Saved data entries:
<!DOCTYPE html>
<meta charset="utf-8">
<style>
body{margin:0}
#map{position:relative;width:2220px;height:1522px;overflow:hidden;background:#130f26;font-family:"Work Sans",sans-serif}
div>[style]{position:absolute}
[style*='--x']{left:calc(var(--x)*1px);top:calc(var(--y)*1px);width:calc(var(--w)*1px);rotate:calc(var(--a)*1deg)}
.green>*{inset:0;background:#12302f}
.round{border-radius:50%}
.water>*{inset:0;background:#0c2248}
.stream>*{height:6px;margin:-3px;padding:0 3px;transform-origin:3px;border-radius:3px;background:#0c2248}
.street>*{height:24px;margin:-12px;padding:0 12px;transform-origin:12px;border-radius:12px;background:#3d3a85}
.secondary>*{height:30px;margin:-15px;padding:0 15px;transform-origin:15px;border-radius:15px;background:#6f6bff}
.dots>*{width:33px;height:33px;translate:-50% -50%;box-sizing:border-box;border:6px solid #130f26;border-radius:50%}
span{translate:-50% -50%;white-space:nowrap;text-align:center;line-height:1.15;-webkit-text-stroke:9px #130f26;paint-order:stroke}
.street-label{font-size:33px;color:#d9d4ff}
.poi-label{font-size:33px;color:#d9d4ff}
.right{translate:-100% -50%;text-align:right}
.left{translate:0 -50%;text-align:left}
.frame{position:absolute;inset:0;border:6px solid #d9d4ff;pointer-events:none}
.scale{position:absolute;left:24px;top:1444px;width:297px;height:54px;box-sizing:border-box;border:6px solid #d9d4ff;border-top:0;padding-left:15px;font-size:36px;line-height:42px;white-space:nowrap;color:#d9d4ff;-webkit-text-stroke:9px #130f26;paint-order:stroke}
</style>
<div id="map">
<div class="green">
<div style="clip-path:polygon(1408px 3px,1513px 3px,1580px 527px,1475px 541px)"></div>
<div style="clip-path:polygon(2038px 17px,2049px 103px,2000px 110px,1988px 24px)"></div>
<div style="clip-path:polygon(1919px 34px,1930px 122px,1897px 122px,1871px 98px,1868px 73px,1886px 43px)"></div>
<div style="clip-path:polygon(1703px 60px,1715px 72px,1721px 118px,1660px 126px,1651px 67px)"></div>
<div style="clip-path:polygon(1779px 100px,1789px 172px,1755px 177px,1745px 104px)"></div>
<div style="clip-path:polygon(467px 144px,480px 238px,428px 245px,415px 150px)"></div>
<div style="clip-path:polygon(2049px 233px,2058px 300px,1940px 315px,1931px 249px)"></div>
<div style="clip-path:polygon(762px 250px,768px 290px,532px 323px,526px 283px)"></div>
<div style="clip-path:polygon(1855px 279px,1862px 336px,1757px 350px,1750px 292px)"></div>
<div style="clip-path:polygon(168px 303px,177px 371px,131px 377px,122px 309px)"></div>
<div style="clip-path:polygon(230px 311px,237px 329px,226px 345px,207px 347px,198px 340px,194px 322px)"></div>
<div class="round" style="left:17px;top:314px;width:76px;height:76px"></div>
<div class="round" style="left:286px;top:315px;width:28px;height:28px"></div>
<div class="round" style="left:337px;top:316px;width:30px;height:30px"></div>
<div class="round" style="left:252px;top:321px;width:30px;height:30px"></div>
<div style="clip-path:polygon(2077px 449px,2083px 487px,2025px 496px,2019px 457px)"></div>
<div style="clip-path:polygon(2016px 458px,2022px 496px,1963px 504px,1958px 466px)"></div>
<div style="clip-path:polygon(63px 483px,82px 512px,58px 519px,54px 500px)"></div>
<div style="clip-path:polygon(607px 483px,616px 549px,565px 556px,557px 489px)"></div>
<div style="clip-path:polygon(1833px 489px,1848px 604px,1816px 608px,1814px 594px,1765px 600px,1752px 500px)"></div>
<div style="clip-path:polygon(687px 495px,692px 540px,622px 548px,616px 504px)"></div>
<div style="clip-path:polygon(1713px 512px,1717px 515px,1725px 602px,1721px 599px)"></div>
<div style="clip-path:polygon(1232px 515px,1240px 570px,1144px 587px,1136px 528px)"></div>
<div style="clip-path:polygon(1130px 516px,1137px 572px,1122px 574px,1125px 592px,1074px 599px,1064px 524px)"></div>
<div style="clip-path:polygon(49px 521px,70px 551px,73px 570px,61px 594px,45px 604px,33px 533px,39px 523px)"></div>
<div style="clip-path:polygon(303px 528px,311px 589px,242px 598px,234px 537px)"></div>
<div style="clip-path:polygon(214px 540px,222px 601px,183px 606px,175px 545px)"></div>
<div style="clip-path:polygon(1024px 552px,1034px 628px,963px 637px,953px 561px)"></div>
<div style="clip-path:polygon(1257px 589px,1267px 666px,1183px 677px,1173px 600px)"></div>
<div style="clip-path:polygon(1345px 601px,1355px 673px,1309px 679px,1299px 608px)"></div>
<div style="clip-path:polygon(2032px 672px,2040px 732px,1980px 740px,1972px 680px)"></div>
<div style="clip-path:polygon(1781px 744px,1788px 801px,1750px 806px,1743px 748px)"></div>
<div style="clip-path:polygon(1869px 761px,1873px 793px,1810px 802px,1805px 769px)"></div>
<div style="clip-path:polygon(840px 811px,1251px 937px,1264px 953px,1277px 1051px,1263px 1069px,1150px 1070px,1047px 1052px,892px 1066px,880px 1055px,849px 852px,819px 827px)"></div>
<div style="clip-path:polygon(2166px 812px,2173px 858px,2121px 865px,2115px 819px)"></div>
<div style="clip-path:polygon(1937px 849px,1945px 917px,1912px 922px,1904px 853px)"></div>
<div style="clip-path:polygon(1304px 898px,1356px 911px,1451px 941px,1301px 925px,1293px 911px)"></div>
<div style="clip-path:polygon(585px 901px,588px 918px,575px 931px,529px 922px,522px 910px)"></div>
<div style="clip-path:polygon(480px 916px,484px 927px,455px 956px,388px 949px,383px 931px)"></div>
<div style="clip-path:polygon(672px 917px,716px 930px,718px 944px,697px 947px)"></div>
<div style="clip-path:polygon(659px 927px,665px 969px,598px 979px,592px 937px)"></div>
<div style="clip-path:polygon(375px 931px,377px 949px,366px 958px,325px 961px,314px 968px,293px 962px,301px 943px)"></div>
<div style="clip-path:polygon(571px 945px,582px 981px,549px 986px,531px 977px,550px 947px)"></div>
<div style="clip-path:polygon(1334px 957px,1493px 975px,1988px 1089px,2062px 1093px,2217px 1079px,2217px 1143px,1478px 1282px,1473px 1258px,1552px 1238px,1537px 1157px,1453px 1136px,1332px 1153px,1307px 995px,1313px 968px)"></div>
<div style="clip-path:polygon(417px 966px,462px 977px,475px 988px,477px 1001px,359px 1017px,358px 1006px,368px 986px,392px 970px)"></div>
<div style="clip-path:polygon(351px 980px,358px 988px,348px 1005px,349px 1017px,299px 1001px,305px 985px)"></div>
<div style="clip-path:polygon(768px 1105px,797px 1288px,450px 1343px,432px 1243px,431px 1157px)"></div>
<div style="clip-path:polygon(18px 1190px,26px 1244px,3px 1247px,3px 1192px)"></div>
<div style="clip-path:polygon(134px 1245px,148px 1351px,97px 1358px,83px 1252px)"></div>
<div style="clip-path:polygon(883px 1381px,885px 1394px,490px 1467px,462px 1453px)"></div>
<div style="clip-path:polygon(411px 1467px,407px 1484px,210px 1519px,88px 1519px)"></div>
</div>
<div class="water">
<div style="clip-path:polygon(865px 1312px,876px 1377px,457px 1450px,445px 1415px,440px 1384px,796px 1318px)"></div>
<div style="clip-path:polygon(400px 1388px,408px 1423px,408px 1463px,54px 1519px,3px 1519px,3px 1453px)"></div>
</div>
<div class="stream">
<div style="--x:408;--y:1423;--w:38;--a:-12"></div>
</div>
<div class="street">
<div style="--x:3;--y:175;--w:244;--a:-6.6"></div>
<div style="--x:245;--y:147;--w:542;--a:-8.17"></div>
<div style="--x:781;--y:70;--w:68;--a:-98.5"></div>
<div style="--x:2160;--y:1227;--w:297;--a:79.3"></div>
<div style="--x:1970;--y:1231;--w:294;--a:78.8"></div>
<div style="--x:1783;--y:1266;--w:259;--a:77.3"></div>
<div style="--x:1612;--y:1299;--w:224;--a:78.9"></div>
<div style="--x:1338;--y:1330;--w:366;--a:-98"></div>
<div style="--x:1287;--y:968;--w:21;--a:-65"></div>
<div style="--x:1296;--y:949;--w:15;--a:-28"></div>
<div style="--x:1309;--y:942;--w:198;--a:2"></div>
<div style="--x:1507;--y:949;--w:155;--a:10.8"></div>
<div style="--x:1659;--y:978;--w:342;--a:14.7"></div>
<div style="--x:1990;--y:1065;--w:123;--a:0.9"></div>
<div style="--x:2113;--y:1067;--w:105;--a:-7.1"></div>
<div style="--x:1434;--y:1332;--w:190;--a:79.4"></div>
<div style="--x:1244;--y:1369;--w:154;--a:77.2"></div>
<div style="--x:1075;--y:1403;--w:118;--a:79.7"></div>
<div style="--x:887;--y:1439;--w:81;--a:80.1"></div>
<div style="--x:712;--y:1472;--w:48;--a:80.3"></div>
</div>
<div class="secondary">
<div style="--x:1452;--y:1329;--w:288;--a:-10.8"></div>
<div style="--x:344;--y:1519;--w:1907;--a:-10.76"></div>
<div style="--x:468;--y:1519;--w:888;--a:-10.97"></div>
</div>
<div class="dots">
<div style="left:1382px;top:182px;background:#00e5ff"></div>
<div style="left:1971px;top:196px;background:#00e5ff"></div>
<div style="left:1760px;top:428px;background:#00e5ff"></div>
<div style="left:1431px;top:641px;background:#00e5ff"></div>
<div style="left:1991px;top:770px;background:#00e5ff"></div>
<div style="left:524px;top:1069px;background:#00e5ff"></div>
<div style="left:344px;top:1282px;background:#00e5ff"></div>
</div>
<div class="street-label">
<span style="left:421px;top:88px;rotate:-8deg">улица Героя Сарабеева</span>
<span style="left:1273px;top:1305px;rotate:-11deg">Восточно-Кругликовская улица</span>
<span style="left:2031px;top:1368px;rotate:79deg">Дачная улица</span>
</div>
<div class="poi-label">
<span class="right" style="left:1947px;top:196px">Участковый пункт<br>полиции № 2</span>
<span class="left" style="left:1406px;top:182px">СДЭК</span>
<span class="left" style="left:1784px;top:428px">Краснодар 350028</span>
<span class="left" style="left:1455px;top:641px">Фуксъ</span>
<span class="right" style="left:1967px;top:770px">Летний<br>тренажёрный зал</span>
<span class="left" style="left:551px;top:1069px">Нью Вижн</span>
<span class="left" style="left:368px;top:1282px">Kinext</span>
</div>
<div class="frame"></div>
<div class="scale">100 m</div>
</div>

== Exercise prompt ==
Search the entries for the word "stream" and show every line that has it.

== Your solution ==
.stream>*{height:6px;margin:-3px;padding:0 3px;transform-origin:3px;border-radius:3px;background:#0c2248}
<div class="stream">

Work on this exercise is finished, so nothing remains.